The priest stopped him on the way there.
[Son] said, "Hi, Dad, I'm hungry."
[Dad] said, "Hi, Hungry, I'm Dad."
[Son] PIE PIE PIE!!!!!!!!!!!!!!!!!!!!!!!!!!!!!!!!!!!!!!!!!!!!!!!!!!!!!!!!!!!!!!!!!!!!!!!!!!!!!!!!!!!!!!!!!!!!!!!!!!!!!!!!!!!!!!!!!!!!!!!!!!!!!!!!!!!!!!!!!!!!!!!!!!!!!!!!!!!!!!!!!!!!!!!!!!!!!!!!!!!!!!!!!!!!!!!!!!!!!!!!!!!!!!!!!!!!!!!!!!!!!!!!!!!!!!!!!!!!!!!!!!!!!!!!!!!!!!!!!!!!!!!!!!!!!!!!!!!!!!!!!!!!!!!!!!!!!!!!!!!!!!!!!!!!!!!!!!!!!!!!!!!!!!!!!!!!!!!!!!!!!!!!!!!!!!!!!!!!!!!!!!!!!!!!!!!!!!!!!!!!!!!!!!!!!!!!!!!!!!!!!!!!!!!!!!!!!!!!!!!!!!!!!!!!!!!!!!!!!!!!!!!!!!!!!!!!!!!!!!!!!!!!!!!!!!!!!!!!!!!!!!!!!!!!!!!!!!!!!!!!!!!!!!!!!!!!!!!!!!!!!!!!!!!!!!!!!!!!!!!!!!!!!!!!!!!!!!!!!!!!!!!!!!!!!!!!!!!!!!!!!!!!!!!!!!!!!!!!!!!!!!!!!!!!!!!!!!!!!!!!!!!!!!!!!!!!!!!!!!!!!!!!!!!!!!!!!!!!!!!!!!!!!!!!!!!!!!!!!!!!!!!!!!!!!!!!!!!!!!!!!!!!!!!!!!!!!!!!!!!!!!!!!!!!!!!!!!!!!!!!!!!!!!!!!"
Me: Want to hear a joke?
Friend: Sure.
Me: When my Mum and Dad said they loved me.
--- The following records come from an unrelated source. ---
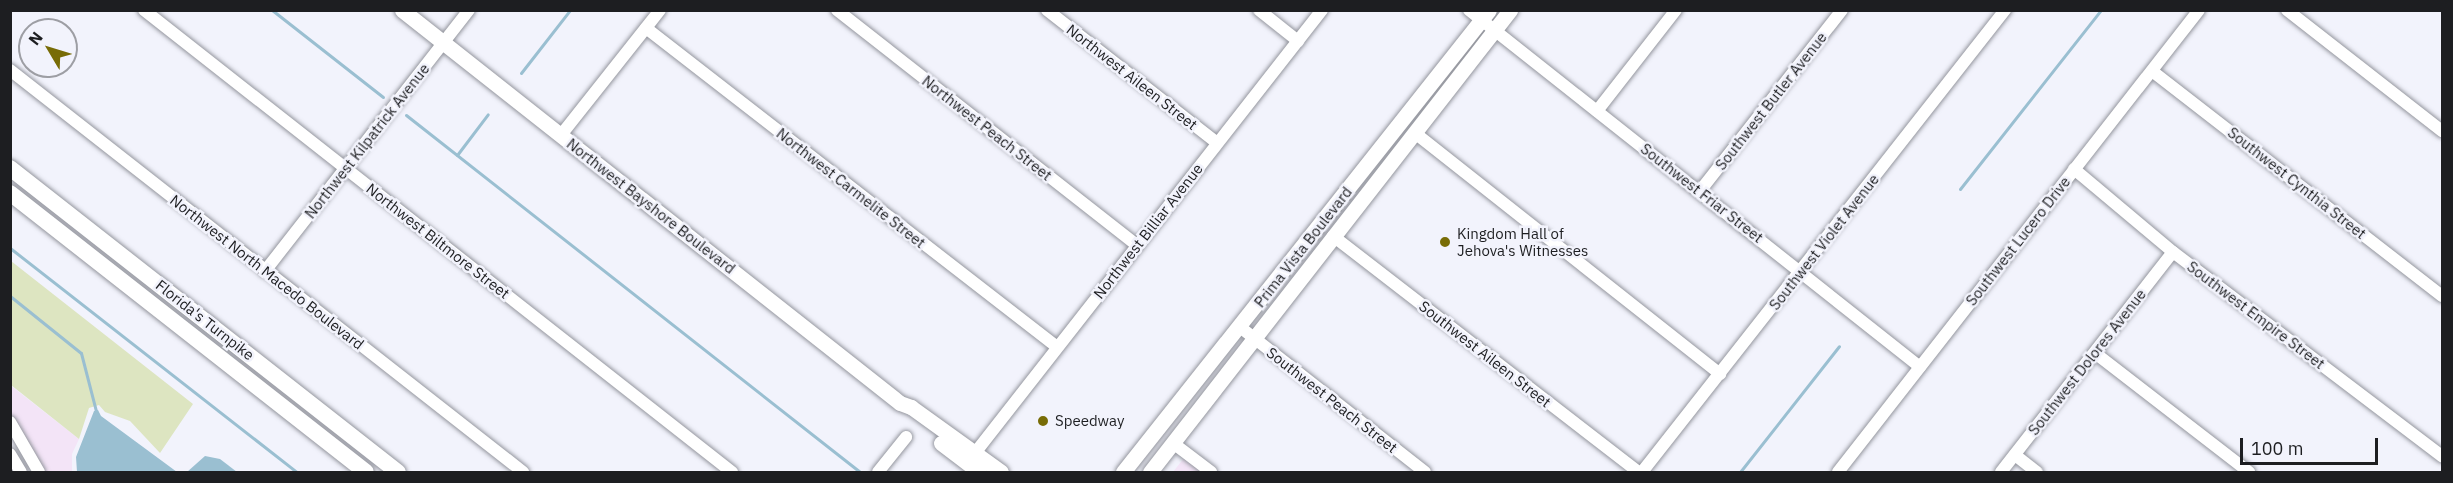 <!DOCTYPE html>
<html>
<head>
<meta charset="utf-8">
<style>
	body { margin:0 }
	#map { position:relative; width:2453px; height:483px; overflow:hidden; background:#f2f3fc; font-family:"IBM Plex Sans",sans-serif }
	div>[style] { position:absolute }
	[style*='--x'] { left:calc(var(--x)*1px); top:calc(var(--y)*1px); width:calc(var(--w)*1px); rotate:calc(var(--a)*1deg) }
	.commercial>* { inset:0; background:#f3e4f7 }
	.green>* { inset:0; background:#dde5c1 }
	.water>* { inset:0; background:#9abfd1 }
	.stream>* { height:3px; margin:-1.5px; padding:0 1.5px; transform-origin:1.5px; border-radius:1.5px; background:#9abfd1 }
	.roads { filter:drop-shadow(0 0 2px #94969e) drop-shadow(0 0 2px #94969e) }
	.minor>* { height:12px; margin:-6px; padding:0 6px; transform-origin:6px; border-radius:6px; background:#fff }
	.major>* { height:15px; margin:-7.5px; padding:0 7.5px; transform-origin:7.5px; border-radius:7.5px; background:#fff }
	.highway>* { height:16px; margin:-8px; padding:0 8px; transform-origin:8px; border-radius:8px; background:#fff }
	.dots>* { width:16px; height:16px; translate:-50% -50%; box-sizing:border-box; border:3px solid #f2f3fc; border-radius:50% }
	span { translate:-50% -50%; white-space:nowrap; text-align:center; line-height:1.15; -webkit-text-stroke:5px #f2f3fc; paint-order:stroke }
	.street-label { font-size:15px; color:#1d1e21 }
	.poi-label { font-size:15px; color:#1d1e21 }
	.left { translate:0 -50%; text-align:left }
	.frame { position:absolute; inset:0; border:12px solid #1d1e21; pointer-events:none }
	.north { position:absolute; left:18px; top:18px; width:60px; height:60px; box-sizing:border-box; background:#f2f3fc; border:2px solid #9d9ea4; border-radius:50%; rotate:308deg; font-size:16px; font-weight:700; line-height:24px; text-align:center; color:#1d1e21 }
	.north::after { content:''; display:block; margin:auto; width:21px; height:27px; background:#786c06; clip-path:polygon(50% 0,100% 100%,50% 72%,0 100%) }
	.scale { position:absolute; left:2240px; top:438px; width:138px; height:27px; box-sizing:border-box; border:3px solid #1d1e21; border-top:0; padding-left:8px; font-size:18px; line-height:21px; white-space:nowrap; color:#1d1e21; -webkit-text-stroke:4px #f2f3fc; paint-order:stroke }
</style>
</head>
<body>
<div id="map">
	<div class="commercial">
		<i style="clip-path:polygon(10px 385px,79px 439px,72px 454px,72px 472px,44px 472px,20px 427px,11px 414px)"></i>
		<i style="clip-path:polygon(1184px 458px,1203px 472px,1173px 472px)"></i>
	</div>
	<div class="green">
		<i style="clip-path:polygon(11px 261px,193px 404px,160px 453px,130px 421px,105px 412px,99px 405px,89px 408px,79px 439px,11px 385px)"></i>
	</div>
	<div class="water">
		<i style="clip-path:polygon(98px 410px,101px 416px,177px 472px,77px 472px,76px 457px,94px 411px)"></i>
		<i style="clip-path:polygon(205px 456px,220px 459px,237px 472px,187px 472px)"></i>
	</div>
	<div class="stream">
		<i style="--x:272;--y:10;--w:141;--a:38.1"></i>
		<i style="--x:521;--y:73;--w:80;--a:-52.1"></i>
		<i style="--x:406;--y:115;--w:578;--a:38.18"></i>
		<i style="--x:457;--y:155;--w:51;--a:-52.9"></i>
		<i style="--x:1960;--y:189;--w:228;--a:-51.8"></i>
		<i style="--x:10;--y:248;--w:364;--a:38"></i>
		<i style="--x:10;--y:296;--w:91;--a:38.8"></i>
		<i style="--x:81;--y:353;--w:60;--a:75.5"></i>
		<i style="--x:1740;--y:472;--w:160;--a:-51.8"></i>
	</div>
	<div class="roads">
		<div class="minor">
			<i style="--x:144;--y:10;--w:748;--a:38.16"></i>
			<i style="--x:837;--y:10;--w:382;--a:38.1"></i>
			<i style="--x:1047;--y:10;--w:216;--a:38"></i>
			<i style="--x:1259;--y:10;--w:50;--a:38.5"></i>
			<i style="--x:1469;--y:10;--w:575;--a:38.36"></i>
			<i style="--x:2287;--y:10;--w:197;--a:38"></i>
			<i style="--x:646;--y:28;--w:520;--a:37.82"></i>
			<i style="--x:10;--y:70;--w:652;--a:38.08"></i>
			<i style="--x:2152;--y:71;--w:367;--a:37.8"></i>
			<i style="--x:1597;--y:111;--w:128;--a:-52"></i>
			<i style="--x:1415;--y:133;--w:389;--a:38.3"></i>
			<i style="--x:561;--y:135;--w:159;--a:-51.6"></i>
			<i style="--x:2074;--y:169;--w:129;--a:40"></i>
			<i style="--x:2173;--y:252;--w:338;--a:37.2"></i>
			<i style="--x:1700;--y:191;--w:230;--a:-51.9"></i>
			<i style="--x:1333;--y:236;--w:386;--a:37.7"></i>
			<i style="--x:265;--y:271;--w:331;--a:-52"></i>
			<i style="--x:1240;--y:327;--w:235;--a:38.1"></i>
			<i style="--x:2095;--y:353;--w:195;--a:37.7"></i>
			<i style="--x:10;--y:422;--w:58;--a:59.9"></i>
			<i style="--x:1173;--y:443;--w:48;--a:37.3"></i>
			<i style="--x:975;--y:453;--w:563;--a:-51.93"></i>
			<i style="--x:10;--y:454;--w:21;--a:59"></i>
			<i style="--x:2015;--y:455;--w:28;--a:38"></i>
			<i style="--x:878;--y:472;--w:45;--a:-51.3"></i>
			<i style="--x:1642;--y:472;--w:588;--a:-51.84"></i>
			<i style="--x:1838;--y:472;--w:586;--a:-52"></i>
			<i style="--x:2001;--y:472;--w:279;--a:-52"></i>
		</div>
		<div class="major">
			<i style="--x:402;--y:10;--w:634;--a:38.28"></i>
			<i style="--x:900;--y:403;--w:12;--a:20"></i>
			<i style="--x:911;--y:407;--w:111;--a:35.8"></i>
			<i style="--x:941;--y:443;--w:48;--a:37.3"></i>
			<i style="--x:1123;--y:472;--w:589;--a:-51.61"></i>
			<i style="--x:1150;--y:472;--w:586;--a:-52.07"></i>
		</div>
		<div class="highway">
			<i style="--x:10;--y:168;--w:493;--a:38.1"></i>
			<i style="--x:10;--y:193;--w:452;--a:38.1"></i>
		</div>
	</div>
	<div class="dots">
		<i style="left:1445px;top:242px;background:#786c06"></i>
		<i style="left:1043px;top:421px;background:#786c06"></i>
	</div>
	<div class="street-label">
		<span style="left:1132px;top:77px;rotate:38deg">Northwest Aileen Street</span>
		<span style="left:1771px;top:101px;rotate:-52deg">Southwest Butler Avenue</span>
		<span style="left:987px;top:128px;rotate:38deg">Northwest Peach Street</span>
		<span style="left:367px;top:141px;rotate:-52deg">Northwest Kilpatrick Avenue</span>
		<span style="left:2297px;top:183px;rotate:38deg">Southwest Cynthia Street</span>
		<span style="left:851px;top:188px;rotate:38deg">Northwest Carmelite Street</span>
		<span style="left:1702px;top:193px;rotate:38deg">Southwest Friar Street</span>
		<span style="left:651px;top:206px;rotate:38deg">Northwest Bayshore Boulevard</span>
		<span style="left:1148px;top:231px;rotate:-52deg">Northwest Billiar Avenue</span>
		<span style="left:438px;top:241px;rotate:38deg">Northwest Biltmore Street</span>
		<span style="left:2018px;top:241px;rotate:-52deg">Southwest Lucero Drive</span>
		<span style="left:1824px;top:242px;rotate:-52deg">Southwest Violet Avenue</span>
		<span style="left:1303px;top:247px;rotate:-52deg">Prima Vista Boulevard</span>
		<span style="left:267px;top:272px;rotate:38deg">Northwest North Macedo Boulevard</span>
		<span style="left:2256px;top:315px;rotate:37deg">Southwest Empire Street</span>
		<span style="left:205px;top:320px;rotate:38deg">Florida's Turnpike</span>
		<span style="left:1485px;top:354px;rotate:38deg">Southwest Aileen Street</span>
		<span style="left:2087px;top:362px;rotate:-52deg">Southwest Dolores Avenue</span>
		<span style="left:1332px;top:400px;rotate:38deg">Southwest Peach Street</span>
	</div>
	<div class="poi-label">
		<span class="left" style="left:1457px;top:242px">Kingdom Hall of<br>Jehova's Witnesses</span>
		<span class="left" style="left:1055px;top:421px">Speedway</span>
	</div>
	<div class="frame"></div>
	<div class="north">N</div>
	<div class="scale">100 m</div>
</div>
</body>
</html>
Friend: What's funny about that?
Me: Because the next day they disowned me.
Want to hear a joke, huh?
Me........
"I hate going to weddings, because the old lady next to you always whispers in your ear, 'You're next.' So I started doing the same to them at funerals, 'You're next.'"
Why can't you fool an aborted fetus? Because it wasn't born yesterday.
I'm made with depression and extra anxiety, then a side of gay and a sprinkle of emo.